Thursday, April 19, 2007

Homeless Youth Summit - Part Two

If you remember, back on Monday -- before Virginia Tech and my trip to Salem -- I was relaying my comments at a Homeless Youth Summit here in Portland on the 13th. Let’s pick up where we left off …

Having answered the first of two questions (see last Monday’s entry), I moved on to the second: What is one action the current system can undertake to contribute to ending youth homelessness? The question specifically asks about the current system in Portland, but my answer, I believe, is applicable to any homeless youth agency or system; I wasn’t specifically singling out Portland services. There were two things that I wanted my answer to carefully avoid, however. First, I wanted to make sure that I was pointing out an action that was either not currently being taken, or not currently being taken with the level of intention that it deserves; and, second, I wanted to steer clear of an Occam’s Fazer-type answer (see yesterday’s entry). Unfortunately, when a question is designed to elicit the one thing that a system can do, we open the door for Occam’s Fazer. So, in order to close that door just a little, I responded that the one thing the system could do is to implement my three point plan. Today I’ll share point one.

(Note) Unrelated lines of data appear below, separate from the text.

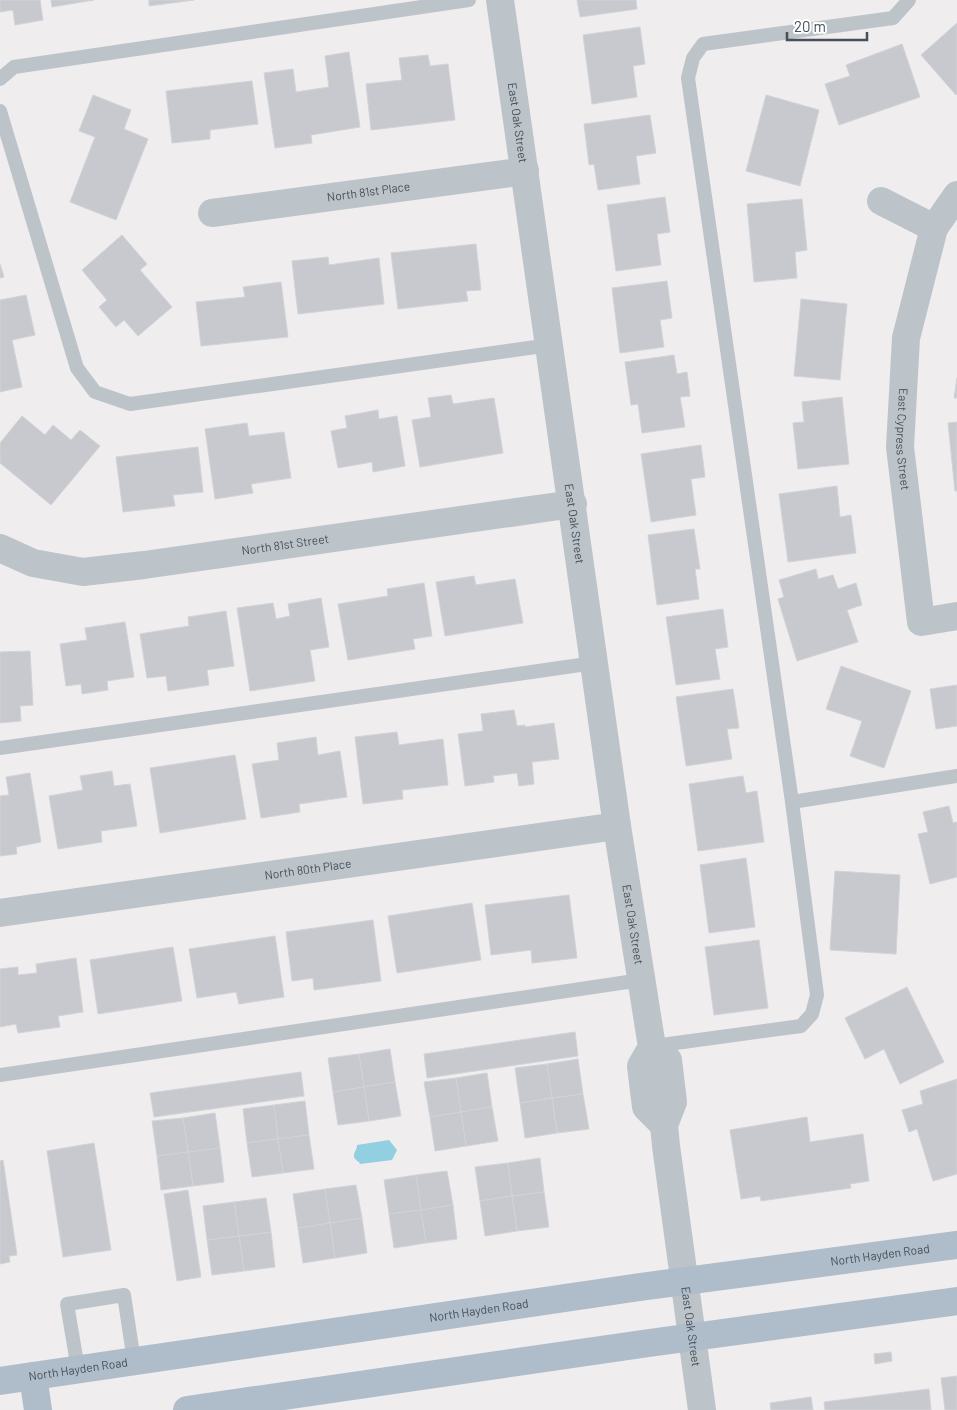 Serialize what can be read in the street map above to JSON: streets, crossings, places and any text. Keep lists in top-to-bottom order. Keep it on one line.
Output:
{"streets":{"main road":["North Hayden Road"],"street":["East Oak Street","North 81st Place","East Cypress Street","North 81st Street","North 80th Place"]},"crossings":[["East Oak Street","North 81st Place"],["East Oak Street","North 81st Street"],["East Oak Street","North 80th Place"],["East Oak Street","North Hayden Road"]],"scale_bar":"20 m"} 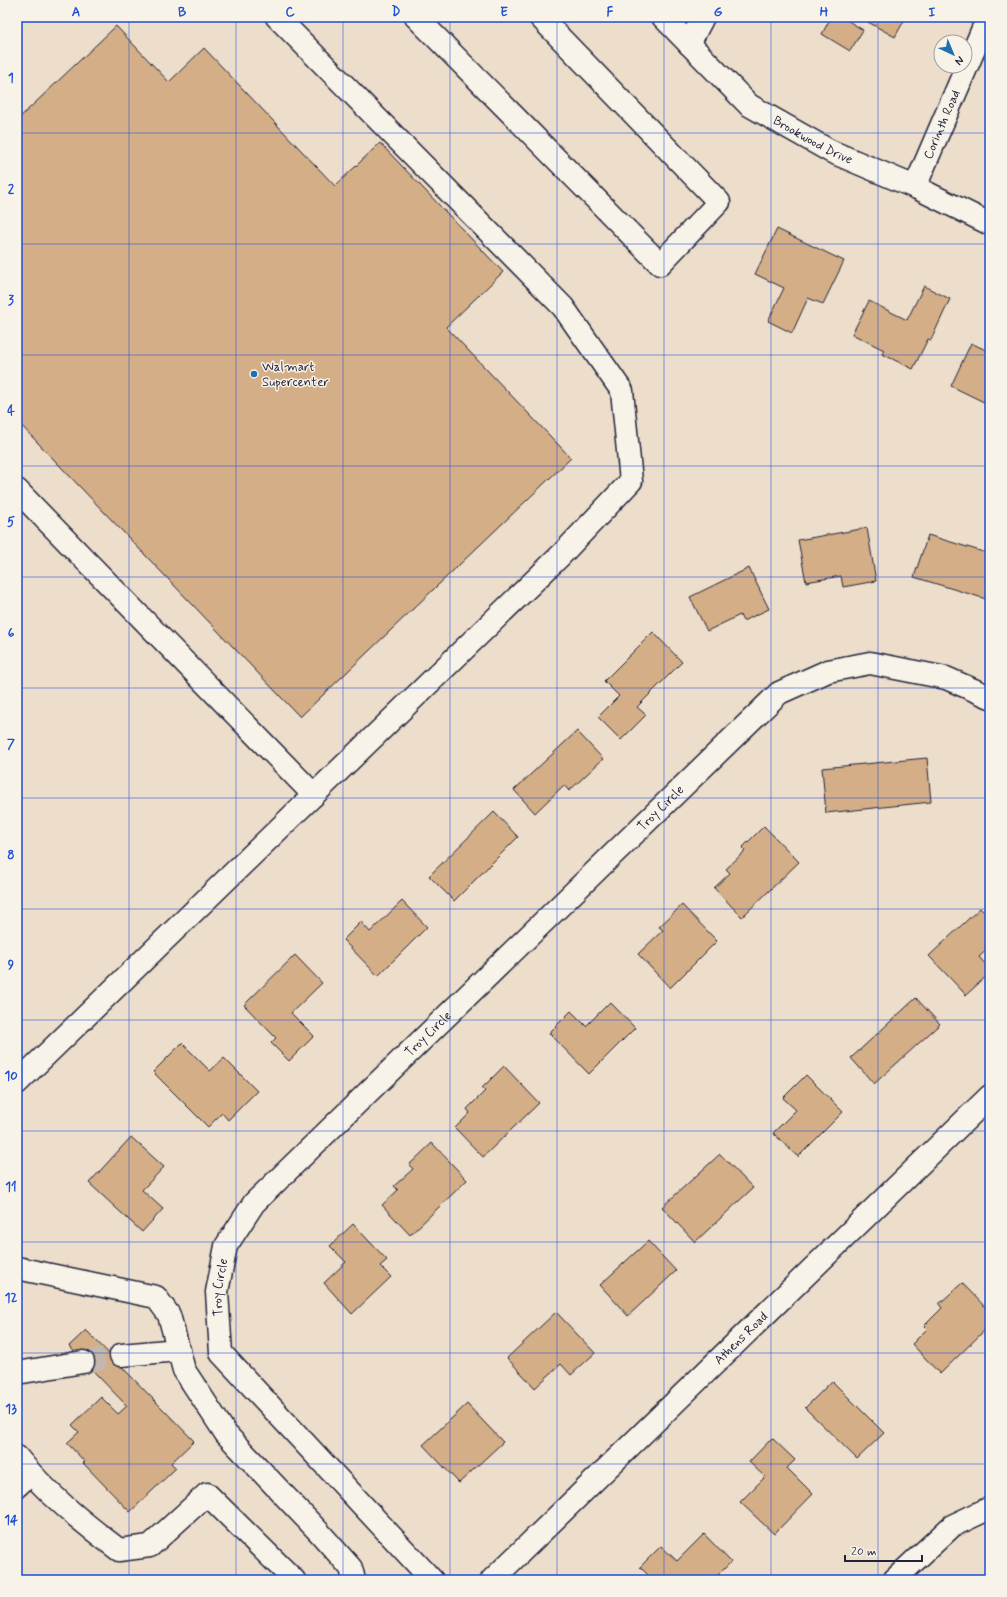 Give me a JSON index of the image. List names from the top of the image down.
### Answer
{
  "streets": {
    "street": [
      "Corinth Road",
      "Brookwood Drive",
      "Troy Circle",
      "Athens Road"
    ]
  },
  "crossings": [
    ["Corinth Road", "Brookwood Drive"]
  ],
  "places": ["Walmart Supercenter"],
  "scale_bar": "20 m",
  "north": "bottom right",
  "grid": {
    "columns": [
      "A",
      "B",
      "C",
      "D",
      "E",
      "F",
      "G",
      "H",
      "I"
    ],
    "rows": [
      "1",
      "2",
      "3",
      "4",
      "5",
      "6",
      "7",
      "8",
      "9",
      "10",
      "11",
      "12",
      "13",
      "14"
    ]
  }
}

Before the panel started answering the questions, the audience was provided with an overview of the system. It was made clear in that overview that the system was not focused on “weekend warriors” or kids just hanging out. The intent of the system is to serve “homeless” youth, and a specific definition was provided. I don’t have the definition in front of me as I write this, so I may be a bit off in my numbers, but part of the definition specified that a young person could not have spent more than 1 night at “home” in the past 30 days. In my national experience, I’ve noticed a similar focus in other agencies.

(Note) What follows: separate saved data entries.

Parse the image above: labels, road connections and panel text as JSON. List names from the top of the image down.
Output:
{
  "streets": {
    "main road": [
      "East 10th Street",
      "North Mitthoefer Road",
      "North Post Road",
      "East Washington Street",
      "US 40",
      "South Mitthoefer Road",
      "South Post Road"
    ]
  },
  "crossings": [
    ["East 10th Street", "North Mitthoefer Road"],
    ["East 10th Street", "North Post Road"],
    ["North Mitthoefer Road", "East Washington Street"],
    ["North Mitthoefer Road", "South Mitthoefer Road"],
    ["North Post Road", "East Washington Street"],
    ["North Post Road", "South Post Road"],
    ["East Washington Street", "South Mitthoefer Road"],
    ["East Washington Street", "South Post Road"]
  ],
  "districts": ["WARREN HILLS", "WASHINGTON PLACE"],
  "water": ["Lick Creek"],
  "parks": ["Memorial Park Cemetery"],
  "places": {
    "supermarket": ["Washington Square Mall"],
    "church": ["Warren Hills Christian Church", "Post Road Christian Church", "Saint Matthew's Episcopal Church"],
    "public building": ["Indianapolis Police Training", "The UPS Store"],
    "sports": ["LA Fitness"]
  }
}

The first point of my three point plan defined this focus as a mistake. Anyone who has been working with this population for any length of time knows that a young person who is experiencing trauma or separation from family can get acculturated in an extremely short period of time. Less than two weeks of dabbling in the culture of the streets can take a runaway youth, or even a “weekend warrior” (a youth still living at home, but spending much of their time hanging out on the streets) from a youth with a viable option to reunite with family and either destroy that option, or make it much more difficult. If a young person has only spent 1 night at home in the past two days, we should be paying attention to them.

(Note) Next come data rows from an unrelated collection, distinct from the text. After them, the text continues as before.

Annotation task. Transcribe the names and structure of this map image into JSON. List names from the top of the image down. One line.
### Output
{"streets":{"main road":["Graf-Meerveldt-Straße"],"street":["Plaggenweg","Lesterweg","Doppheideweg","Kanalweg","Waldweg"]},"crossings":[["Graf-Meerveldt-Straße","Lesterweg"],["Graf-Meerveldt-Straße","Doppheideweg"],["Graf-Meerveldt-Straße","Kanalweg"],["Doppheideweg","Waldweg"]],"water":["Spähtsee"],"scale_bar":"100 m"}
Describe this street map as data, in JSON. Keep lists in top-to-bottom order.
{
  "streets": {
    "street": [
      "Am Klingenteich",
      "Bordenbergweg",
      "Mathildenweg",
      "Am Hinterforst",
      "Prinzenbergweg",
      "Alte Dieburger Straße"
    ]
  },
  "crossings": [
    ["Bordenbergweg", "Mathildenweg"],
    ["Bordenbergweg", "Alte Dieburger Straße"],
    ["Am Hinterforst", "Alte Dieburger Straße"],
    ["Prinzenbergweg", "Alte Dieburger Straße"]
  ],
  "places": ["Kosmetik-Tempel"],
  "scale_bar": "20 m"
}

A large part of the burden for this attention falls on street outreach programs. In my opinion, far too often outreach programs are missing this critical element of the services they provide. They often do an excellent job of engaging with the “hardcore” street-dependent youth, and do an admirable job of streetwork providing services geared toward both harm reduction and encouragement to transition off of the streets. What they often don’t do well enough (in my opinion) is act a “first responders”. Who is in a better position to notice the new faces on the streets? Why should we wait until they are entrenched in a street family before they become eligible for our attention? So, the first part of my three point plan is early intervention with youth new to the streets. If we did a better job at that, maybe we could cut down a bit on the numbers of young people we need to serve later.

Tomorrow, point two.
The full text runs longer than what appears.